*** Opening of Records provided ***

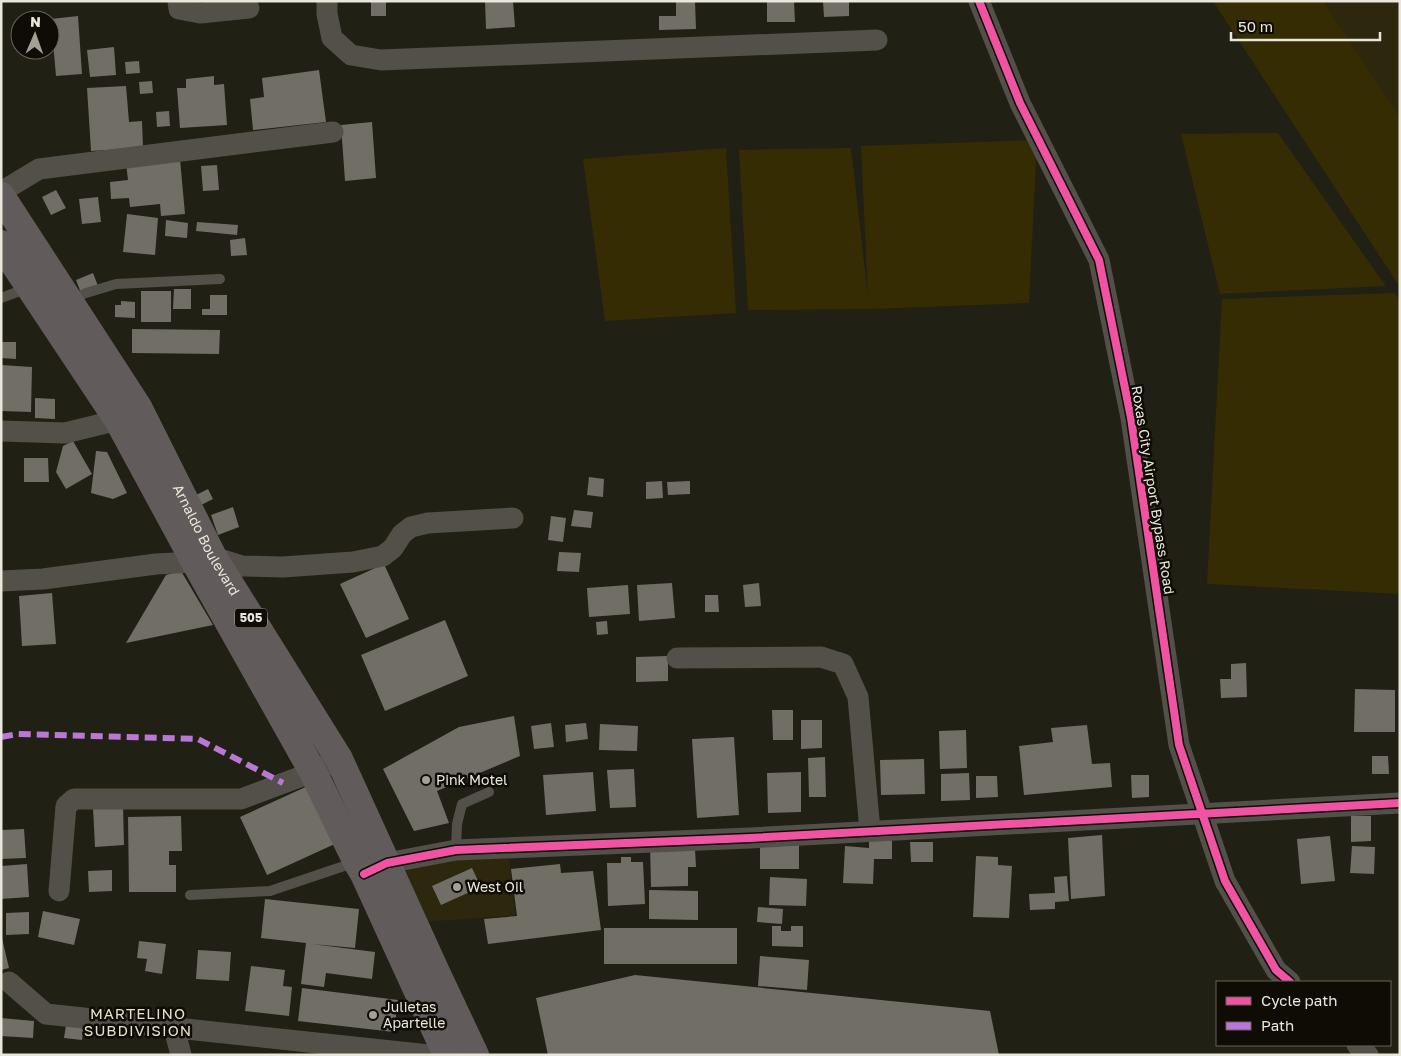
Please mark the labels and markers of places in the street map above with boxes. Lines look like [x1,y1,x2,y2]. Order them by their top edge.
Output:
place label: Pink Motel [436,771,508,788]
marker: Pink Motel [420,774,432,786]
place label: West Oil [467,878,523,895]
marker: West Oil [451,881,463,893]
place label: Julietas Apartelle [383,998,445,1031]
marker: Julietas Apartelle [367,1009,379,1021]

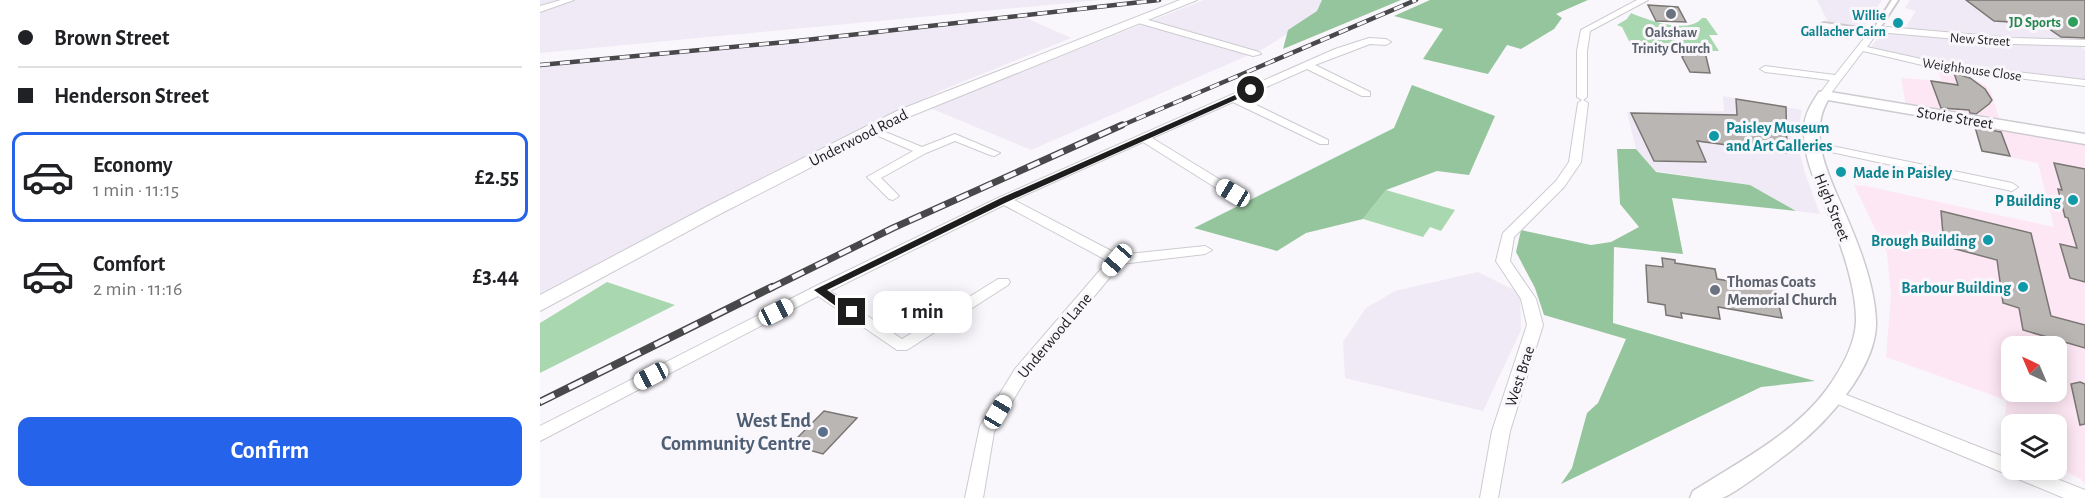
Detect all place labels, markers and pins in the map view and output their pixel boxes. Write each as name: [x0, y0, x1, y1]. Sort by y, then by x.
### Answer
marker: Oakshaw Trinity Church: [1664, 7, 1678, 21]
place label: Willie Gallacher Cairn: [1801, 9, 1886, 39]
marker: JD Sports: [2066, 15, 2080, 29]
marker: Willie Gallacher Cairn: [1891, 16, 1905, 30]
place label: JD Sports: [2009, 16, 2061, 30]
place label: Oakshaw Trinity Church: [1632, 26, 1710, 56]
place label: Paisley Museum and Art Galleries: [1726, 120, 1832, 154]
marker: Paisley Museum and Art Galleries: [1707, 129, 1721, 143]
marker: Made in Paisley: [1834, 165, 1848, 179]
place label: Made in Paisley: [1853, 165, 1953, 182]
place label: P Building: [1995, 193, 2062, 209]
marker: P Building: [2066, 193, 2080, 207]
place label: Brough Building: [1871, 233, 1977, 249]
marker: Brough Building: [1981, 233, 1995, 247]
place label: Thomas Coats Memorial Church: [1727, 274, 1837, 308]
place label: Barbour Building: [1901, 280, 2012, 296]
marker: Barbour Building: [2016, 280, 2030, 294]
marker: Thomas Coats Memorial Church: [1708, 283, 1722, 297]
place label: West End Community Centre: [661, 411, 811, 454]
marker: West End Community Centre: [816, 425, 830, 439]

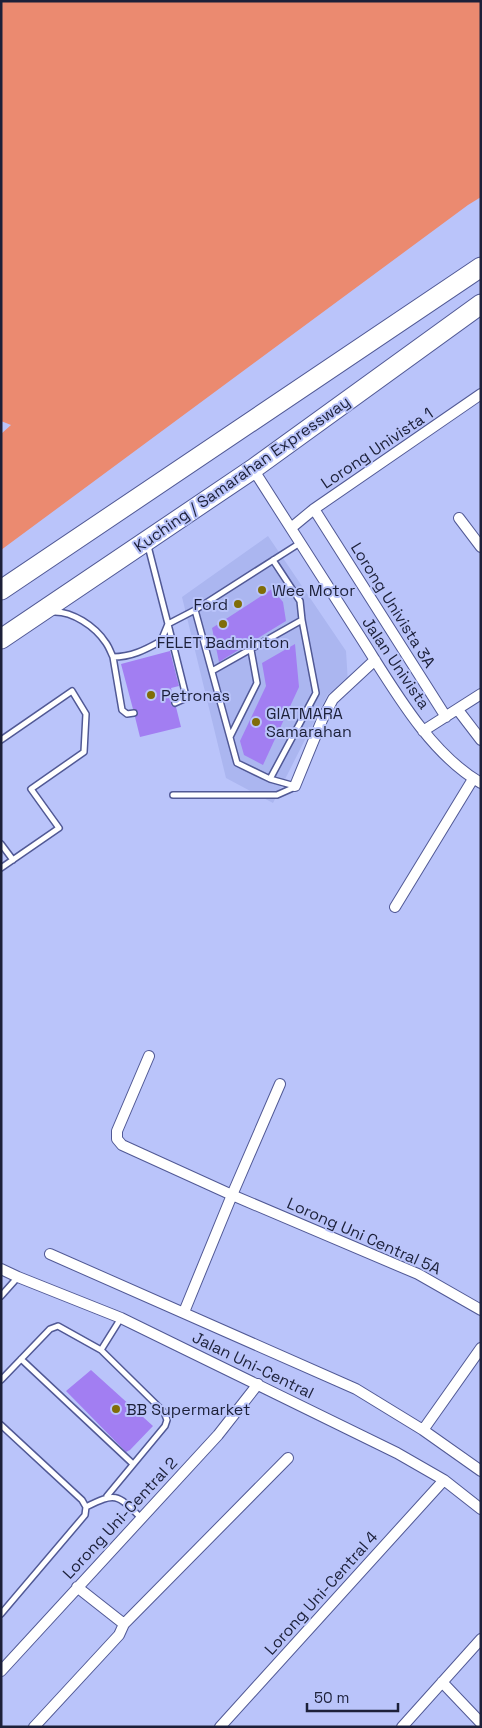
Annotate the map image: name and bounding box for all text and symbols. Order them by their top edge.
street label: Kuching / Samarahan Expressway [130,391,354,557]
street label: Lorong Univista 1 [317,403,437,493]
street label: Lorong Univista 3A [346,538,440,672]
place label: Wee Motor [272,580,355,601]
marker: Wee Motor [256,584,268,596]
place label: Ford [194,594,228,615]
marker: Ford [232,598,244,610]
street label: Jalan Univista [357,613,435,713]
marker: FELET Badminton [217,618,229,630]
place label: FELET Badminton [157,632,289,653]
place label: Petronas [161,685,230,706]
marker: Petronas [145,689,157,701]
place label: GIATMARA Samarahan [266,703,352,742]
marker: GIATMARA Samarahan [250,716,262,728]
street label: Lorong Uni Central 5A [284,1193,444,1279]
street label: Jalan Uni-Central [189,1327,317,1403]
place label: BB Supermarket [126,1399,250,1420]
marker: BB Supermarket [110,1403,122,1415]
street label: Lorong Uni-Central 2 [58,1453,182,1583]
street label: Lorong Uni-Central 4 [260,1527,382,1659]
scale bar [307,1680,398,1712]
text: 50 m [314,1688,349,1707]

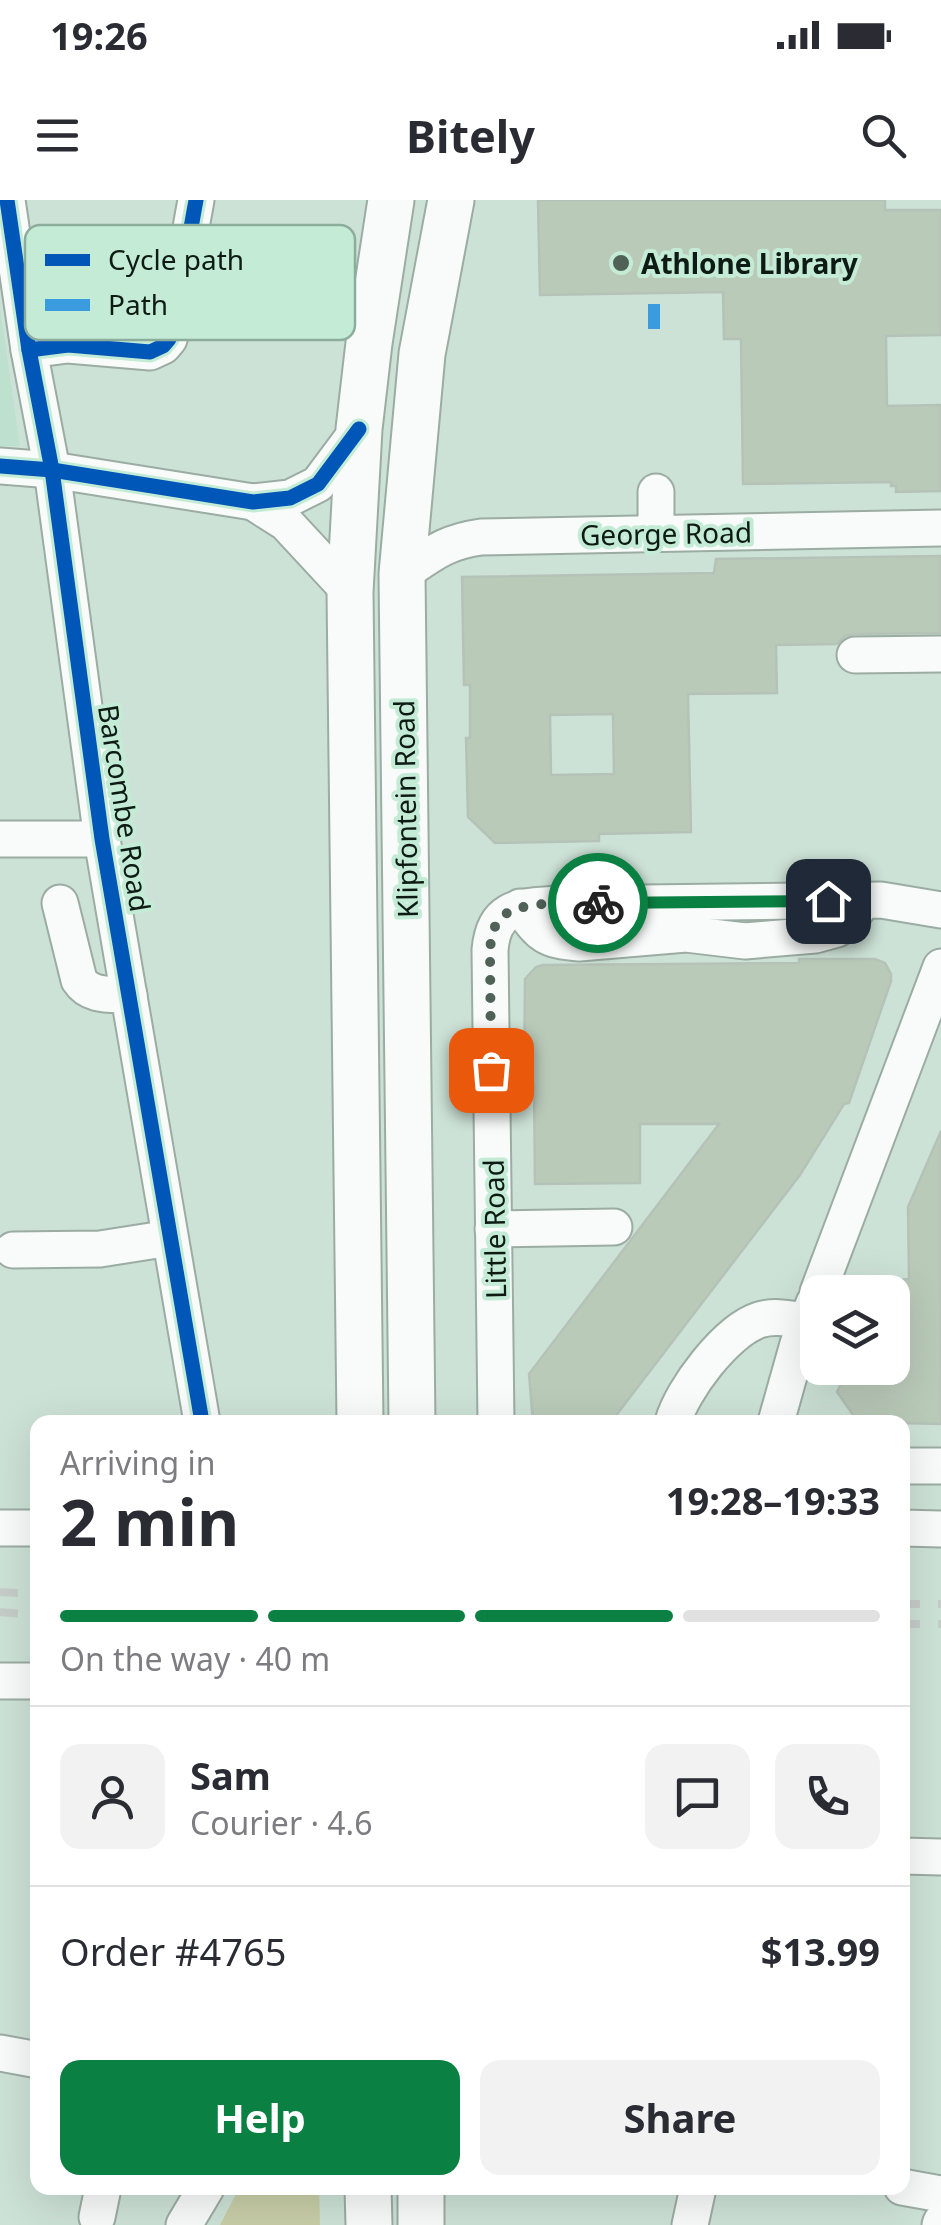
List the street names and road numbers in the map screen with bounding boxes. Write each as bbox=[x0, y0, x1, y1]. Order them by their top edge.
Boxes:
street label: George Road bbox=[580, 513, 752, 553]
street label: Klipfontein Road bbox=[384, 700, 426, 918]
street label: Barcombe Road bbox=[90, 702, 160, 914]
street label: Little Road bbox=[474, 1159, 514, 1299]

*** Close of Records provided ***

#### [Action item]
Quote the preceding listing precisely and completely, omitting its images.

#### [Answer]
Please mark the labels and markers of places in the street map above with boxes. Lines look like [x1,y1,x2,y2]. Order them by their top edge.
Output:
place label: Pink Motel [436,771,508,788]
marker: Pink Motel [420,774,432,786]
place label: West Oil [467,878,523,895]
marker: West Oil [451,881,463,893]
place label: Julietas Apartelle [383,998,445,1031]
marker: Julietas Apartelle [367,1009,379,1021]

Detect all place labels, markers and pins in the map view and output their pixel boxes. Write each as name: [x0, y0, x1, y1]. Sort by y, then by x.
### Answer
marker: Oakshaw Trinity Church: [1664, 7, 1678, 21]
place label: Willie Gallacher Cairn: [1801, 9, 1886, 39]
marker: JD Sports: [2066, 15, 2080, 29]
marker: Willie Gallacher Cairn: [1891, 16, 1905, 30]
place label: JD Sports: [2009, 16, 2061, 30]
place label: Oakshaw Trinity Church: [1632, 26, 1710, 56]
place label: Paisley Museum and Art Galleries: [1726, 120, 1832, 154]
marker: Paisley Museum and Art Galleries: [1707, 129, 1721, 143]
marker: Made in Paisley: [1834, 165, 1848, 179]
place label: Made in Paisley: [1853, 165, 1953, 182]
place label: P Building: [1995, 193, 2062, 209]
marker: P Building: [2066, 193, 2080, 207]
place label: Brough Building: [1871, 233, 1977, 249]
marker: Brough Building: [1981, 233, 1995, 247]
place label: Thomas Coats Memorial Church: [1727, 274, 1837, 308]
place label: Barbour Building: [1901, 280, 2012, 296]
marker: Barbour Building: [2016, 280, 2030, 294]
marker: Thomas Coats Memorial Church: [1708, 283, 1722, 297]
place label: West End Community Centre: [661, 411, 811, 454]
marker: West End Community Centre: [816, 425, 830, 439]

Annotate the map image: name and bounding box for all text and symbols. Order them by their top edge.
street label: Kuching / Samarahan Expressway [130,391,354,557]
street label: Lorong Univista 1 [317,403,437,493]
street label: Lorong Univista 3A [346,538,440,672]
place label: Wee Motor [272,580,355,601]
marker: Wee Motor [256,584,268,596]
place label: Ford [194,594,228,615]
marker: Ford [232,598,244,610]
street label: Jalan Univista [357,613,435,713]
marker: FELET Badminton [217,618,229,630]
place label: FELET Badminton [157,632,289,653]
place label: Petronas [161,685,230,706]
marker: Petronas [145,689,157,701]
place label: GIATMARA Samarahan [266,703,352,742]
marker: GIATMARA Samarahan [250,716,262,728]
street label: Lorong Uni Central 5A [284,1193,444,1279]
street label: Jalan Uni-Central [189,1327,317,1403]
place label: BB Supermarket [126,1399,250,1420]
marker: BB Supermarket [110,1403,122,1415]
street label: Lorong Uni-Central 2 [58,1453,182,1583]
street label: Lorong Uni-Central 4 [260,1527,382,1659]
scale bar [307,1680,398,1712]
text: 50 m [314,1688,349,1707]

List the street names and road numbers in the map screen with bounding boxes. Write each as bbox=[x0, y0, x1, y1]. Order them by their top edge.
Boxes:
street label: George Road bbox=[580, 513, 752, 553]
street label: Klipfontein Road bbox=[384, 700, 426, 918]
street label: Barcombe Road bbox=[90, 702, 160, 914]
street label: Little Road bbox=[474, 1159, 514, 1299]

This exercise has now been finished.